NPS調査から導き出す顧客ロイヤルティの高め方 〜Emotion Tech調べ〜

ECのミカタ編集部

 株式会社Emotion Techから興味深いNPS調査結果が届いている。アパレルECサイト8社を対象として、それぞれのECに対する顧客ロイヤルティ(顧客からの信頼・愛着度)を高めることで、企業にどのようなメリットがあるのかを検証。また、調査データを分析し、顧客からの評価を高めるために重要な改善ポイントを発掘している。
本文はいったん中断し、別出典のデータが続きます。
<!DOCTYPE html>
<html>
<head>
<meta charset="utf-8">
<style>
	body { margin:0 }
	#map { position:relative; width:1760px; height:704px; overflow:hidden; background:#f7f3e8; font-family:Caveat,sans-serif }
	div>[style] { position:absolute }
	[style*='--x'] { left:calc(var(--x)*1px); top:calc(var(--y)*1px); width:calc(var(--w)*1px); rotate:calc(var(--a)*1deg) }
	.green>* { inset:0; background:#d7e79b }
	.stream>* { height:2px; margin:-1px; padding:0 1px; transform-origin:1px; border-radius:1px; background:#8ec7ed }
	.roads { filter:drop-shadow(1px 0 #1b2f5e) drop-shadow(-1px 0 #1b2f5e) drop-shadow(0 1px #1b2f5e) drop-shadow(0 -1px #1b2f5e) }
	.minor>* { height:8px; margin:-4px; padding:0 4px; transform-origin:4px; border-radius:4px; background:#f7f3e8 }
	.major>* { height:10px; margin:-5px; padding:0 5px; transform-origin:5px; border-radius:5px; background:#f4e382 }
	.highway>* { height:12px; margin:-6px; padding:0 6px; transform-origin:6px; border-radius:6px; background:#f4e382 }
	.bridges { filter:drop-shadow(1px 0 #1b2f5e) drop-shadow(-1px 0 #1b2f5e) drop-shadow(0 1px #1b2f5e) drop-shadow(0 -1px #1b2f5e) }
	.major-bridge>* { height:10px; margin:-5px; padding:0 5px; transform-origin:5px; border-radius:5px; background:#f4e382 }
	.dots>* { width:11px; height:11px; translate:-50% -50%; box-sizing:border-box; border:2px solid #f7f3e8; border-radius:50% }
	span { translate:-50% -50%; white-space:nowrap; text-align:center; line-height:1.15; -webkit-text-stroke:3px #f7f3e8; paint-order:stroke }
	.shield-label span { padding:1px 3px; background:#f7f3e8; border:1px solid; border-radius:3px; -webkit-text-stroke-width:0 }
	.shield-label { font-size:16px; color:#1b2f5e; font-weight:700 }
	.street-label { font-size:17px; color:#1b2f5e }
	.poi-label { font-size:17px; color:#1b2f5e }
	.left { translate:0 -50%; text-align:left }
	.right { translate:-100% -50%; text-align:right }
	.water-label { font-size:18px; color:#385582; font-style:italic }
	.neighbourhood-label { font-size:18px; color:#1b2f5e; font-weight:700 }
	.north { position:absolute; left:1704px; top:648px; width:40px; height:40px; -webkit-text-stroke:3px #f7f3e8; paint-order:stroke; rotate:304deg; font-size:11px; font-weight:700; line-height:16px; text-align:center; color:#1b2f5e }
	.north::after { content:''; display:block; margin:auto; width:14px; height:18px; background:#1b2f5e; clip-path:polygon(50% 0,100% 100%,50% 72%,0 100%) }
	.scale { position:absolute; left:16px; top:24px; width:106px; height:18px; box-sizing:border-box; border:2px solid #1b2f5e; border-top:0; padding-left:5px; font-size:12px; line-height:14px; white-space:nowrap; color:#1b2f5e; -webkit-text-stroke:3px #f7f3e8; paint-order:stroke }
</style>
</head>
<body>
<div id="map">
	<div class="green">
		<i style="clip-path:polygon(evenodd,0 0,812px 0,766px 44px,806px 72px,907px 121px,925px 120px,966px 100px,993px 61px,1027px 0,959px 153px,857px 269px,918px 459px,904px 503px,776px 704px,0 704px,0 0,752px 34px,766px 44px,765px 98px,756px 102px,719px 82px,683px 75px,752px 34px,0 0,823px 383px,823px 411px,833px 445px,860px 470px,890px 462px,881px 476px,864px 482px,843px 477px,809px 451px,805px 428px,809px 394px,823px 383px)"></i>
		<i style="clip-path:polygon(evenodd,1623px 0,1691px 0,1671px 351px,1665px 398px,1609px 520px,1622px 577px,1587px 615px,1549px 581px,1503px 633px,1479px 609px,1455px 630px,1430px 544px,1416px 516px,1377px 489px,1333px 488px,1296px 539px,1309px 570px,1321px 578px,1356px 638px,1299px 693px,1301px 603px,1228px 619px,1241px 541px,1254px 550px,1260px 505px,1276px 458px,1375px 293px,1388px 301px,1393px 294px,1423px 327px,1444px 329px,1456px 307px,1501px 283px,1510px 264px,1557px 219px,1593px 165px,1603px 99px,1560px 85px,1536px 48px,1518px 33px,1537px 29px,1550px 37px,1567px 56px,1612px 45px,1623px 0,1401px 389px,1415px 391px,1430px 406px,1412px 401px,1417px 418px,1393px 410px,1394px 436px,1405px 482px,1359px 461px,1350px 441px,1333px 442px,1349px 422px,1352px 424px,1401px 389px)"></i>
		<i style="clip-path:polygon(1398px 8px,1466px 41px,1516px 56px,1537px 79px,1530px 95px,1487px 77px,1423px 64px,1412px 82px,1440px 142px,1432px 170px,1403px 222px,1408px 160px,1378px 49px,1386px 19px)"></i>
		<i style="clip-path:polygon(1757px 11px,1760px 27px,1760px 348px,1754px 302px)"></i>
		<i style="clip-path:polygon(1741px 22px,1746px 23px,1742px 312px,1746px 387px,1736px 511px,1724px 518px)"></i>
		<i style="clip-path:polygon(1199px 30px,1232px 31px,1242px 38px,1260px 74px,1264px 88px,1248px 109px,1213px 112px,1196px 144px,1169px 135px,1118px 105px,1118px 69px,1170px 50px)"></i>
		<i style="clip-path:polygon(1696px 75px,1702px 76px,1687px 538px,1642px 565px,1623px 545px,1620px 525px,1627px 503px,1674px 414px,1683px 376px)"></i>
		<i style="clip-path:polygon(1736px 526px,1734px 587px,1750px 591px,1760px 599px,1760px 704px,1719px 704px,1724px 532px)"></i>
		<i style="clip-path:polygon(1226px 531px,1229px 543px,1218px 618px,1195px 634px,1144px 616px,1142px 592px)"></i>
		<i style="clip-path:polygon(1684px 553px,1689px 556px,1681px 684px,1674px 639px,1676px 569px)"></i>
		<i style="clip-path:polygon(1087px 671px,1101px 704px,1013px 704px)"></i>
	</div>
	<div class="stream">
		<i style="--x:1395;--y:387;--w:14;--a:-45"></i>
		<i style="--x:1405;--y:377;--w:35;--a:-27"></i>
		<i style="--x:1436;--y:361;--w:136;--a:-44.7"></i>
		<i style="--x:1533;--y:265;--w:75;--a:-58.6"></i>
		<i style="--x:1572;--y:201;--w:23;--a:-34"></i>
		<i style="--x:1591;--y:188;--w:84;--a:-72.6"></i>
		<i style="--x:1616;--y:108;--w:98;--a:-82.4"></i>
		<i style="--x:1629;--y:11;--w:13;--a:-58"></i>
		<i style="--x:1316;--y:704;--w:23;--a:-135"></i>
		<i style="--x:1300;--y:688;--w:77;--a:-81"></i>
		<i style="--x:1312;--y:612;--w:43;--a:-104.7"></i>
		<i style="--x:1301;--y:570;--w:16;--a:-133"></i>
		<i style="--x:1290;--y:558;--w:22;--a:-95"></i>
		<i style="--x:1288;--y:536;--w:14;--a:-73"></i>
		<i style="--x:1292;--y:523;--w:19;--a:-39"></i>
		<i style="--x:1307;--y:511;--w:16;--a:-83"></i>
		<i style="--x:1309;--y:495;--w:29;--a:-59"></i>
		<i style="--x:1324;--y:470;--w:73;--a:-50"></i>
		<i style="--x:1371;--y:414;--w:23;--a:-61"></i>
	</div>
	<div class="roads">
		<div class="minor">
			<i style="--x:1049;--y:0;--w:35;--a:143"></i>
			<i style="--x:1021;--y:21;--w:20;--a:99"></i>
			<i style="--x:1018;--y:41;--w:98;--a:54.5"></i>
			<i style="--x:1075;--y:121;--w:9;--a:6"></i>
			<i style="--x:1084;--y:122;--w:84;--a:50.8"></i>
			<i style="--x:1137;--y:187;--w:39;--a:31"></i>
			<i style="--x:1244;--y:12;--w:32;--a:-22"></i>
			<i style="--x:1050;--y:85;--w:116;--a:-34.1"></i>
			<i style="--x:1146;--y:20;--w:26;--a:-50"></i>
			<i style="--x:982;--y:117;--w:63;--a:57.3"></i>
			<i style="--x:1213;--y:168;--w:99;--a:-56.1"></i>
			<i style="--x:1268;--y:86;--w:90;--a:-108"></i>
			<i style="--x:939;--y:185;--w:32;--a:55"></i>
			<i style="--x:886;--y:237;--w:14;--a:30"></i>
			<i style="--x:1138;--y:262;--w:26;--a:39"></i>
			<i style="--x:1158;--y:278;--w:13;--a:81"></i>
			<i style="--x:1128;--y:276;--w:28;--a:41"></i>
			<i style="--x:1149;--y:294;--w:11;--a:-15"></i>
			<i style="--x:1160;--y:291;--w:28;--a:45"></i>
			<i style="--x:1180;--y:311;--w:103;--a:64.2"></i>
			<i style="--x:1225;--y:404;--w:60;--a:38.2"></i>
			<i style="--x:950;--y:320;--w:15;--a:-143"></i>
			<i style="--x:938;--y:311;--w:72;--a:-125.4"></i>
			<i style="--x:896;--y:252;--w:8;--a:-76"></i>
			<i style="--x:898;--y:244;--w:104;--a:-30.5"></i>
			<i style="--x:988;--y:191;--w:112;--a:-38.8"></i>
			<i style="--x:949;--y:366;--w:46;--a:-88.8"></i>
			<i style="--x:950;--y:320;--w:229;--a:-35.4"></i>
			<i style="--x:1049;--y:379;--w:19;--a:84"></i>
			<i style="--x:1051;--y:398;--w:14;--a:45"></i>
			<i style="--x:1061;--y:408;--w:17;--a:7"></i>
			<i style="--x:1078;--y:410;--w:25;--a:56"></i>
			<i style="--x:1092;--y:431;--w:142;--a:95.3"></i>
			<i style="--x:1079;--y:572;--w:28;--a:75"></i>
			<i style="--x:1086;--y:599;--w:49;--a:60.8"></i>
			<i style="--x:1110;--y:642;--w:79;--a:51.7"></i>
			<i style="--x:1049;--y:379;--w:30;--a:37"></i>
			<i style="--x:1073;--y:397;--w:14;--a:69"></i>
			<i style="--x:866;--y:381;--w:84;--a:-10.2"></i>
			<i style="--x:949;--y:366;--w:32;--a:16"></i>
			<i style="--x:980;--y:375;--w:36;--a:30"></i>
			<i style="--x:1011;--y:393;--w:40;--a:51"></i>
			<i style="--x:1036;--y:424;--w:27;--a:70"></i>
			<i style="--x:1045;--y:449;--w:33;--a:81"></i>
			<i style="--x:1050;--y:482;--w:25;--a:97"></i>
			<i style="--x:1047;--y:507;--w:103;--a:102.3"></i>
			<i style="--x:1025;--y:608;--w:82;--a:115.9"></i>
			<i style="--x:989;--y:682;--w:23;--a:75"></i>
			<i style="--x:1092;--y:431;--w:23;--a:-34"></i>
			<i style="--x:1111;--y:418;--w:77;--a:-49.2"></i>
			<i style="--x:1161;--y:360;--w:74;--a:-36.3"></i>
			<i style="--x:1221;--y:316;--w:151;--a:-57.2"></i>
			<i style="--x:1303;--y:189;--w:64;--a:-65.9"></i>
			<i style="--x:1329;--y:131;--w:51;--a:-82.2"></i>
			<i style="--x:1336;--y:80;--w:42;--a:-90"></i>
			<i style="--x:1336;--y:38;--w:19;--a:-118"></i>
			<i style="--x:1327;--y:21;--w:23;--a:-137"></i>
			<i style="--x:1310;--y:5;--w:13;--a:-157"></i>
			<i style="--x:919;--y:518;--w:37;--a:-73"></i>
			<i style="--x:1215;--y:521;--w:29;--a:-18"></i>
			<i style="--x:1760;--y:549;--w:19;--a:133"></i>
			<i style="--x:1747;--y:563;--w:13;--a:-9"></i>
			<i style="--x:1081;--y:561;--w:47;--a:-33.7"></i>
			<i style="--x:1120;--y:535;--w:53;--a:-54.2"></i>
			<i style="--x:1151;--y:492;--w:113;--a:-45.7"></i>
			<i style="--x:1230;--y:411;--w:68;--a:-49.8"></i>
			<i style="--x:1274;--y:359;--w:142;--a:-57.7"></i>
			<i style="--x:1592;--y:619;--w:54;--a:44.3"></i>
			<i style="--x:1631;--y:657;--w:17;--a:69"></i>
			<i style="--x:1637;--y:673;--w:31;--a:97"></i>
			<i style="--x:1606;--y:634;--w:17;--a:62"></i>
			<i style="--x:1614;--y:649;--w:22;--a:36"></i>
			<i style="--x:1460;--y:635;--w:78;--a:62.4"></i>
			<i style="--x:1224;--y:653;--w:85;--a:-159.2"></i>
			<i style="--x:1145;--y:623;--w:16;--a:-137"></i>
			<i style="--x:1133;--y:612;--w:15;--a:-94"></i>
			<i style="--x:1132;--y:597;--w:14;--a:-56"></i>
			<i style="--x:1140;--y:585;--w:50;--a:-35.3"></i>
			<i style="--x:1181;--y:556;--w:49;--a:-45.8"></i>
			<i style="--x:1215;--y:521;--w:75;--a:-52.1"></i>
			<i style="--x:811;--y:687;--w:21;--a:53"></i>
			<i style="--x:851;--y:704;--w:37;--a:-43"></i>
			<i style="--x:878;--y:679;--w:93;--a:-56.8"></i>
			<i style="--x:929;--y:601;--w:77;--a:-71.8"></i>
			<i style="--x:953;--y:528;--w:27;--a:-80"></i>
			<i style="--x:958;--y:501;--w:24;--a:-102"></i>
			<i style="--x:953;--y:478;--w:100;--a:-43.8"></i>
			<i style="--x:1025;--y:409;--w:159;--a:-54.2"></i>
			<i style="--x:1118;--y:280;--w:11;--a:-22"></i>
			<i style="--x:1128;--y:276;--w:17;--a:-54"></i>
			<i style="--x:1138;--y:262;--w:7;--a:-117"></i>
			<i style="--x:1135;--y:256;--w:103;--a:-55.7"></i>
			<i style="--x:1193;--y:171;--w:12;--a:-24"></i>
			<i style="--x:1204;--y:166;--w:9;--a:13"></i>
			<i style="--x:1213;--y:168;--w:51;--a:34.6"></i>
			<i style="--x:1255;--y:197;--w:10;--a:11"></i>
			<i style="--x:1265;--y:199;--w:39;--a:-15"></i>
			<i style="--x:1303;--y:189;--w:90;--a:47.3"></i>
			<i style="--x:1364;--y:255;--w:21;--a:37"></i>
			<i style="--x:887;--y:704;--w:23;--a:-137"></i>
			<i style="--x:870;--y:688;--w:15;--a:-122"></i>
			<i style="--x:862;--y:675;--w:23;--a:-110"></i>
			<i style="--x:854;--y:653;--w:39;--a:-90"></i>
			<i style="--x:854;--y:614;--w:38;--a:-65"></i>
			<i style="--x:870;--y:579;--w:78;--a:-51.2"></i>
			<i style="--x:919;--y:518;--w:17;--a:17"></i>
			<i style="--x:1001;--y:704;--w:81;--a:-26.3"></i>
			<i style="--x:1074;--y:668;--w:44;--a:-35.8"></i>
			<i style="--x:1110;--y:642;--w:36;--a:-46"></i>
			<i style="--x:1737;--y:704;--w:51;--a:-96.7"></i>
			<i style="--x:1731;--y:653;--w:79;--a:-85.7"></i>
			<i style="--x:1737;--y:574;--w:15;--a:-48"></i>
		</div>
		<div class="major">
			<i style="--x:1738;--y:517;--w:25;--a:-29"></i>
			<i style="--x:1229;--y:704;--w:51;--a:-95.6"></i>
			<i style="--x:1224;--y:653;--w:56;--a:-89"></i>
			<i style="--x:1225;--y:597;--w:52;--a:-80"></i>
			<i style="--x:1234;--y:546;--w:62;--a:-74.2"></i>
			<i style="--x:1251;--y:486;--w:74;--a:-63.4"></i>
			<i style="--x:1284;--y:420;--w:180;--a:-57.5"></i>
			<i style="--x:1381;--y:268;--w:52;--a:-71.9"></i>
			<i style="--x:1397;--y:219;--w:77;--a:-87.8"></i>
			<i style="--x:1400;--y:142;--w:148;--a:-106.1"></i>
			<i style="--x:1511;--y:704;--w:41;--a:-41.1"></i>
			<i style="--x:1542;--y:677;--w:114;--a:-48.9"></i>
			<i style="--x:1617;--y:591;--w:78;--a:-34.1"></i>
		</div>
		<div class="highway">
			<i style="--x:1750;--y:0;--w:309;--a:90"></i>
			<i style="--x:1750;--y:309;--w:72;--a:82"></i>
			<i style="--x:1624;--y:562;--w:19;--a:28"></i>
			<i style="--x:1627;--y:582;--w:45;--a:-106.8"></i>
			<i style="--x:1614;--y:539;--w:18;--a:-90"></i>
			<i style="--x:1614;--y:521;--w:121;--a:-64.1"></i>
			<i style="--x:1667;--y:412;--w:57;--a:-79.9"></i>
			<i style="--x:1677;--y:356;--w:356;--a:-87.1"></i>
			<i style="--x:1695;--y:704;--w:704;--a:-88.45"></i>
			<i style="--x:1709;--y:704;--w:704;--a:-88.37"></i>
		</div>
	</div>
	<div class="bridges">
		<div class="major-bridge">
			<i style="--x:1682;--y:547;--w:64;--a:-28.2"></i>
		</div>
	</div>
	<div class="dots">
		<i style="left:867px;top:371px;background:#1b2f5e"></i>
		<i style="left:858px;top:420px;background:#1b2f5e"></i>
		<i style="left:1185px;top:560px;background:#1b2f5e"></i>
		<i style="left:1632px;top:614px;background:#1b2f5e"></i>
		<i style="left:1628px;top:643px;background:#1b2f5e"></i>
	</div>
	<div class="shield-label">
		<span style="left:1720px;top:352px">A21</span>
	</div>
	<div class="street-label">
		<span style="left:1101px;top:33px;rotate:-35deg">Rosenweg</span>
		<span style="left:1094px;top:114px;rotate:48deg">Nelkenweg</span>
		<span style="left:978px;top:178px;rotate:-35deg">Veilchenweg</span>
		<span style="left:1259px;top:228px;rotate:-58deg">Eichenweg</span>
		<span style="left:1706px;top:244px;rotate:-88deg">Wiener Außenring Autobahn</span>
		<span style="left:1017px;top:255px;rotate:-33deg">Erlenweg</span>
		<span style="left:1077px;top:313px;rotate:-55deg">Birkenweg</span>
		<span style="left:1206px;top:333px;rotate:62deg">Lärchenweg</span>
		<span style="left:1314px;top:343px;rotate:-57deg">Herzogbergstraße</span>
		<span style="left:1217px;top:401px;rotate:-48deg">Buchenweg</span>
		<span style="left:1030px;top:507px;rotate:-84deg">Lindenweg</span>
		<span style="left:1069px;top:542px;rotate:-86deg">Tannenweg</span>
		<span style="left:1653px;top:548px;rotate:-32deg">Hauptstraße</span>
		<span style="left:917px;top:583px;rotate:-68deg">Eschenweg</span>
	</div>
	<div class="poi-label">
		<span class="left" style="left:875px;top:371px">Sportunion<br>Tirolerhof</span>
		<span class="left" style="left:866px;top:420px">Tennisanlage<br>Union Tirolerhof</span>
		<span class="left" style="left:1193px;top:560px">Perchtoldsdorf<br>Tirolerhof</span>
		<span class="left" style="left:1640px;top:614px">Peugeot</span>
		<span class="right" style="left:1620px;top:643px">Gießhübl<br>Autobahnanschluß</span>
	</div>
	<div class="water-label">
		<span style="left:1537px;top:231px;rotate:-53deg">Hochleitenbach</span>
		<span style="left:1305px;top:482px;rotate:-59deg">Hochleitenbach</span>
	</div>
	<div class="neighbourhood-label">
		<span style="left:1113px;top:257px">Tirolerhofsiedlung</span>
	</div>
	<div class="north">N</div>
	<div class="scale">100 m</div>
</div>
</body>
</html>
 NPS(Net Promoter Score)とは、「正味推奨者比率」と訳され、顧客ロイヤルティ(ブランドやサービスに対する信頼度・愛着度)を数値化した指標だ。「親しい友人にどの程度すすめたいと思うか?」という質問から推奨度を計測し、簡単に算出できる指標でありながら、顧客満足度やその他の顧客評価指標よりも企業収益性との相関が強いことから、日本だけではなく海外(アップルやグーグル、GE等)でも導入が進んでいる。

 上記の表を見てみると、アパレルECサイトにおけるNPSの有効性を検証するために、アパレルECサイトの収益を左右する「ECサイト利用期間」「買い物一回当たりの購入単価」「ECサイトの利用頻度」の3つの要素と推奨度の相関分析を行った結果、どの要素も相関を示した。また、推奨度が1上がると1年間当たりの購入金額は約4,000円ほど向上する傾向にあることがわかったという。

 また、この調査では「NPSを向上させるために何が重要であるか」を把握するため、アパレルECサイトのカスタマージャーニー(利用の流れ)に沿って、どの顧客体験を改善すべきかを分析している。

 上記の図はNPS向上に対して、各顧客体験がどの程度重要か(影響しているか)を比較したグラフだ。縦軸は各体験のNPS向上における重要度合い(影響力の強さ)を示しており、横軸は時系列で認知段階から購入後までの顧客体験を並べている。アパレルECにおいては、「商品を探す時の体験」や「購入時の体験」「広告」がNPS向上に重要であることがわかった。

 NPS向上において重要な顧客体験である「商品を探す時の体験」において、最も評価が高かったのはZOZOTOWN。そこで、次に「商品を探す時の体験」を向上させるために何が重要かを更に細かく分析した。

 その結果、​特に「絞り込み機能」や「ブランドや商品の種類の豊富さ」、「キーワード検索のしやすさ」など、自分が希望する商品を見つけるのに役に立つ機能が特に重要な要素であることがわかったという。

ショップのどこを、どう改善していけば良いのか

 ブランドやサービスに対する信頼度や愛着度は一朝一夕で築かれるものではない。一度サービスを利用してもらえれば「良さが分かってもらえるはず」という自信やプライドは持ち合わせておかなければならないだろう。

 その自信に繋がる根拠がこういった調査から伺える。ユーザーはどういった点に重きを置いていて、ショップのどこを、どう改善していけばユーザーに響くのか。その道標となるような良質な調査結果だったように思う。